Statistical language models are important part of almost any speech recognition system today. The most basic but also the most successful models so far are based on n-gram statistics. Comparison of performance of different language modeling techniques on different tasks will be presented. Among all, neural network based language models perform the best. Next, useful extensions of the basic neural network model as well as different architectures will be discussed, such as recurrent neural network architecture, classes in the output layer and joint training with a maximum entropy model. Next, I will present results achieved with a novel RNNME model (recurrent neural network trained together with a maximum entropy model), on a state-of-the-art setup from IBM for Broadcast News speech recognition (NIST RT04).

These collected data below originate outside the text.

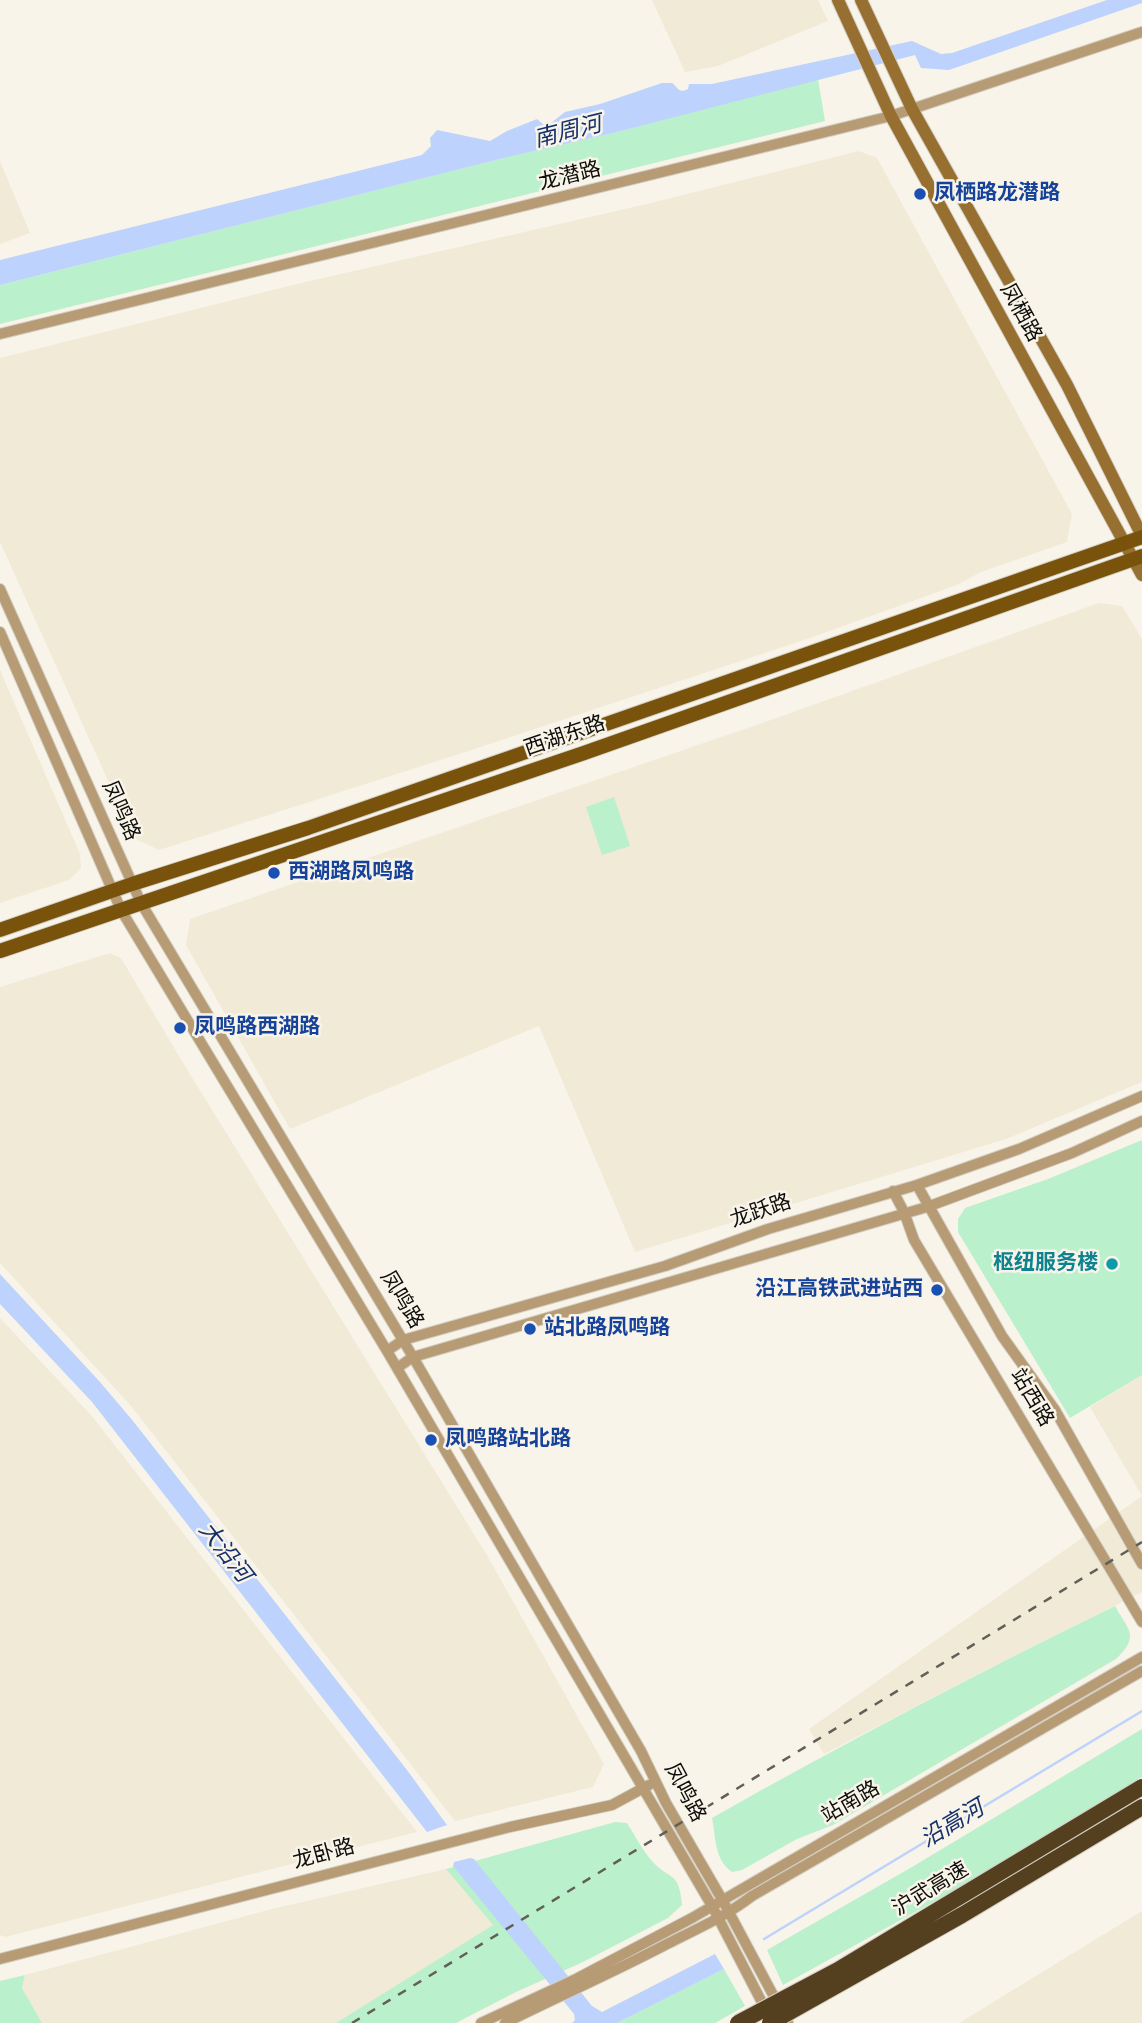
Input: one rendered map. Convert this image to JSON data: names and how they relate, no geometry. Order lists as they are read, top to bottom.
{
  "streets": {
    "highway": ["沪武高速"],
    "main road": ["凤栖路", "西湖东路"],
    "street": [
      "龙潜路",
      "凤鸣路",
      "龙跃路",
      "站西路",
      "站南路",
      "龙卧路"
    ]
  },
  "crossings": [
    ["龙潜路", "凤栖路"],
    ["凤栖路", "西湖东路"],
    ["西湖东路", "凤鸣路"],
    ["凤鸣路", "龙跃路"],
    ["凤鸣路", "站南路"],
    ["凤鸣路", "龙卧路"],
    ["凤鸣路", "沪武高速"],
    ["龙跃路", "站西路"]
  ],
  "water": ["南周河", "大沿河", "沿高河"],
  "places": [
    "凤栖路龙潜路",
    "西湖路凤鸣路",
    "凤鸣路西湖路",
    "枢纽服务楼",
    "沿江高铁武进站西",
    "站北路凤鸣路",
    "凤鸣路站北路"
  ]
}
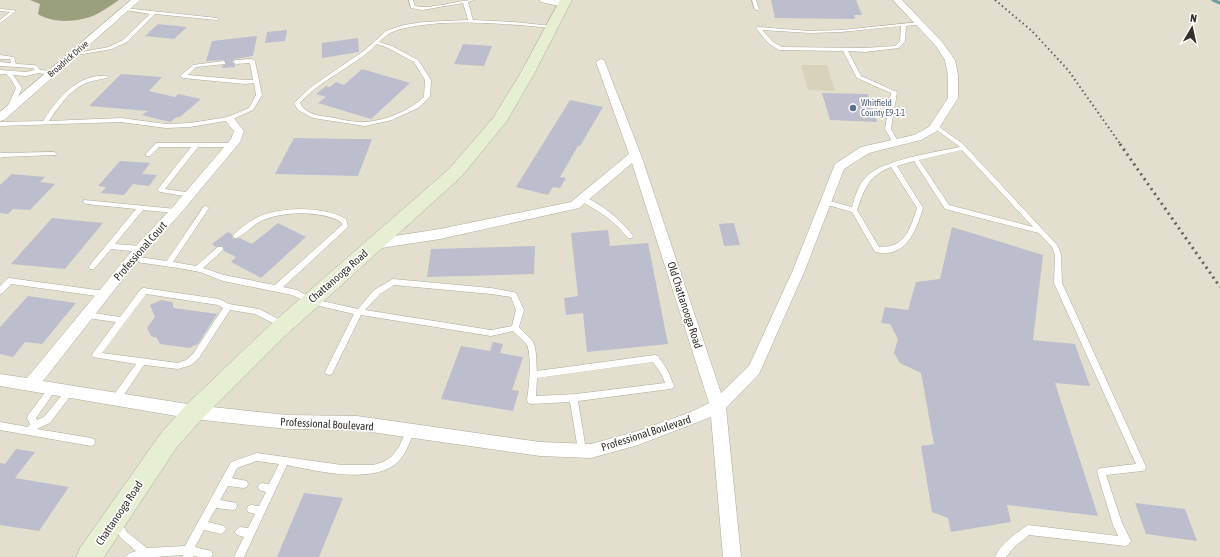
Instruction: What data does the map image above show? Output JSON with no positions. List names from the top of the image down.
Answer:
{
  "streets": {
    "main road": ["Chattanooga Road"],
    "street": [
      "Broadrick Drive",
      "Professional Court",
      "Old Chattanooga Road",
      "Professional Boulevard"
    ]
  },
  "crossings": [
    ["Professional Court", "Professional Boulevard"],
    ["Chattanooga Road", "Professional Boulevard"],
    ["Old Chattanooga Road", "Professional Boulevard"]
  ],
  "places": ["Whitfield County E9-1-1"],
  "north": "top"
}
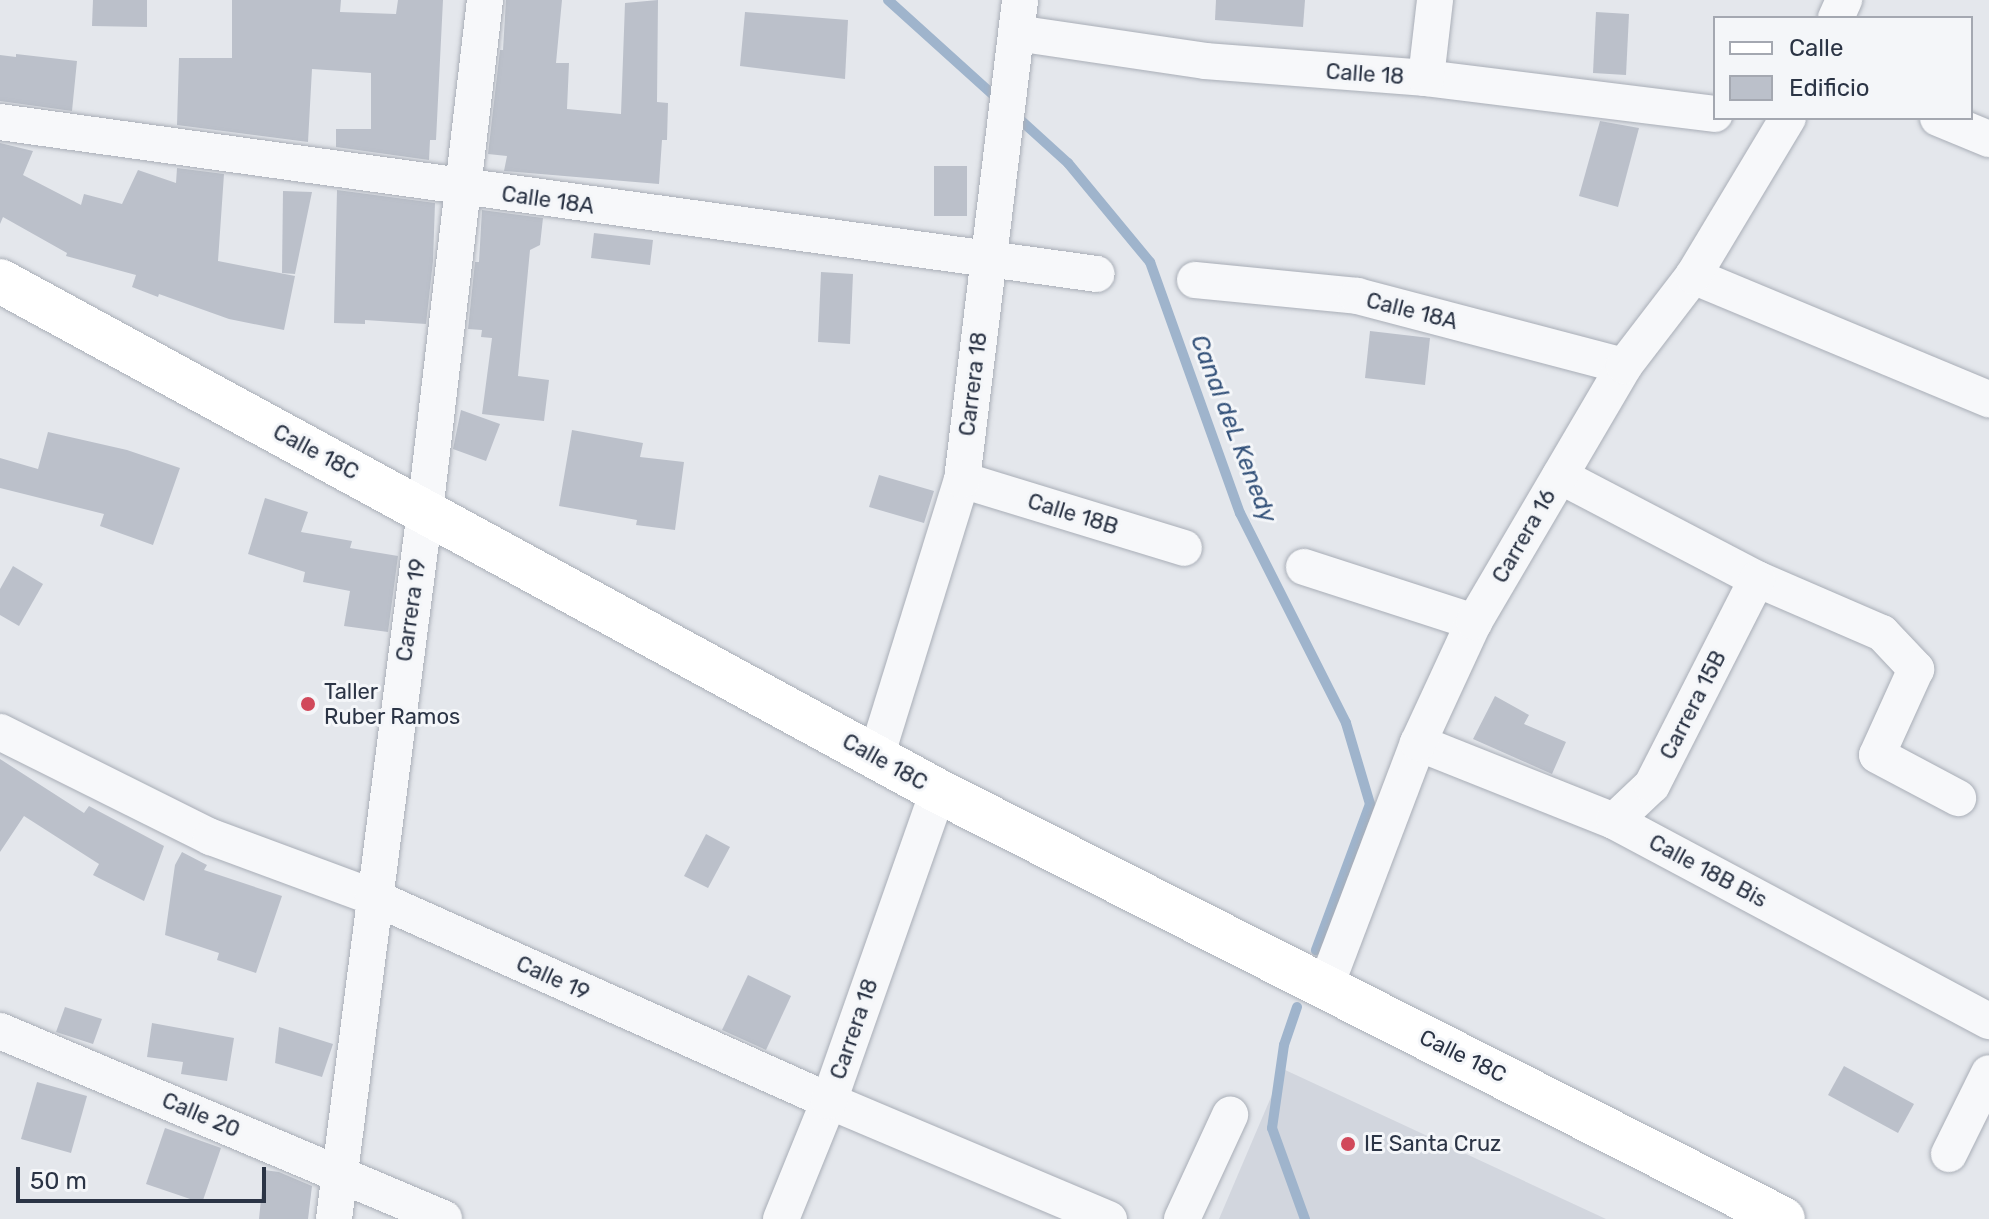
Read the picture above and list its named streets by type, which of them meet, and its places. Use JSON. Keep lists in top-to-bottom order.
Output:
{
  "streets": {
    "main road": ["Calle 18C"],
    "street": [
      "Calle 18",
      "Calle 18A",
      "Carrera 18",
      "Calle 18B",
      "Carrera 16",
      "Carrera 19",
      "Carrera 15B",
      "Calle 18B Bis",
      "Calle 19",
      "Calle 20"
    ]
  },
  "crossings": [
    ["Calle 18", "Carrera 18"],
    ["Calle 18A", "Carrera 18"],
    ["Calle 18A", "Carrera 16"],
    ["Calle 18A", "Carrera 19"],
    ["Carrera 18", "Calle 18C"],
    ["Carrera 18", "Calle 18B"],
    ["Carrera 18", "Calle 19"],
    ["Calle 18C", "Carrera 16"],
    ["Calle 18C", "Carrera 19"],
    ["Carrera 16", "Calle 18B Bis"],
    ["Carrera 19", "Calle 19"],
    ["Carrera 19", "Calle 20"],
    ["Carrera 15B", "Calle 18B Bis"]
  ],
  "water": ["Canal deL Kenedy"],
  "places": ["Taller Ruber Ramos", "IE Santa Cruz"],
  "legend": ["Calle", "Edificio"],
  "scale_bar": "50 m"
}
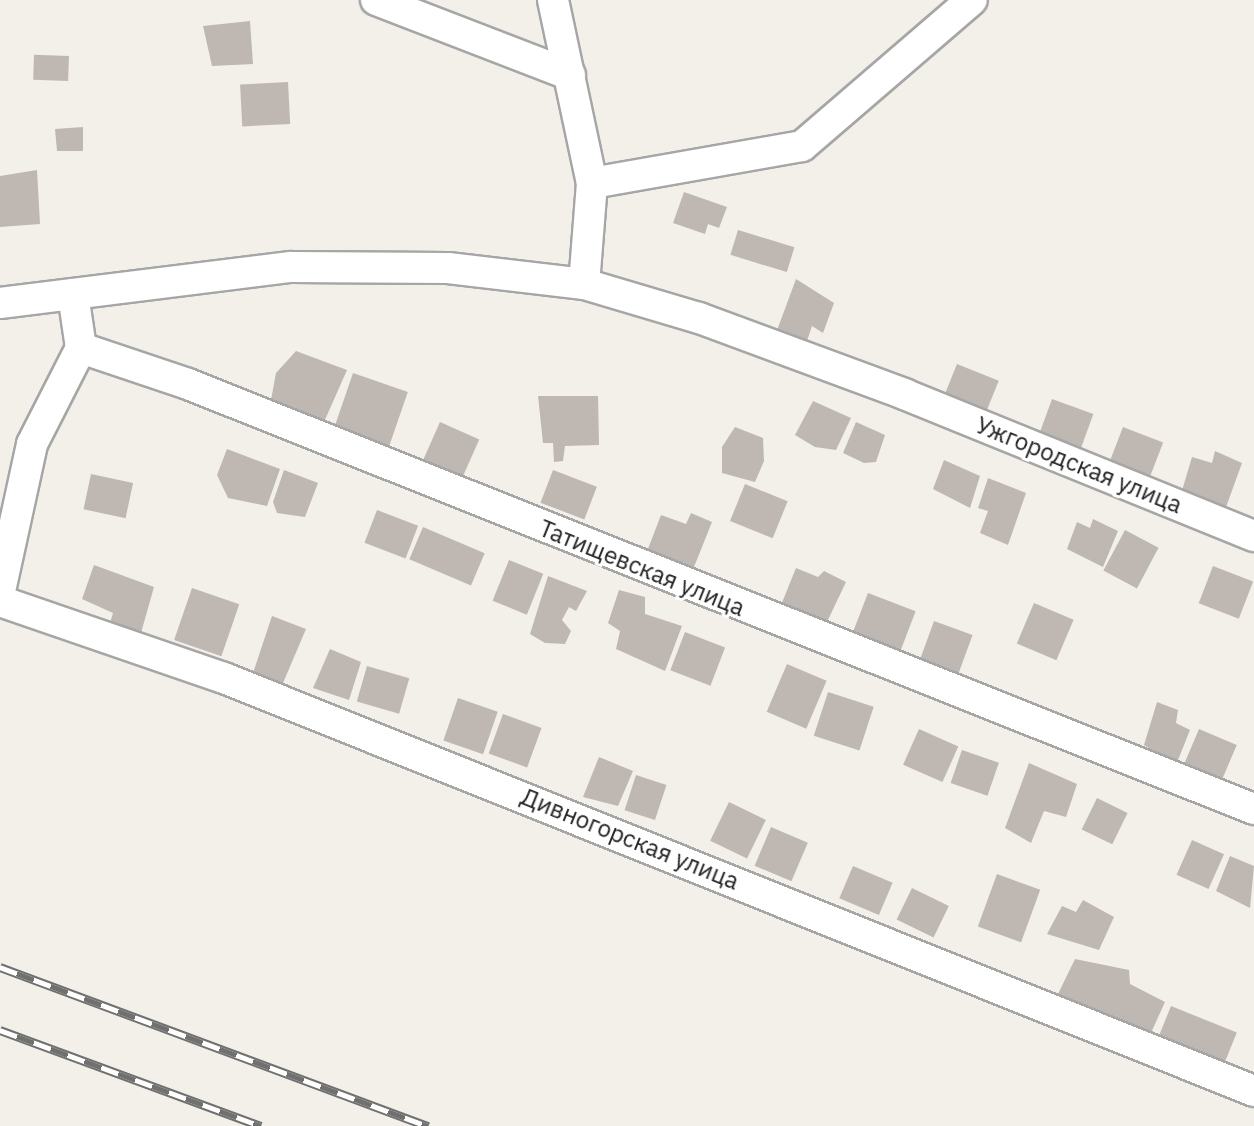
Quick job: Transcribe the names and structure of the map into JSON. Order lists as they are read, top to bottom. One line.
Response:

Word error rate reductions over large 4-gram model are over 10%. Previously the best language model on this setup, a so-called "model M" from IBM (regularized class-based maximum entropy model), provides about 5% reduction of WER over 4-gram model. Finally, I will talk about character-level and subword-level language modeling experiments with different models, including a recently proposed RNN model trained with a new Hessian-Free optimizer. These models can assign meaningful probability to any words, and can be considered as a solution to well known problems with infinite vocabularies (OOV problems). Moreover, their size is significantly lower than of standard models.
This talk presents joint work with Anoop Deoras, Ilya Sutskever, Stefan Kombrink and Hai Son Le.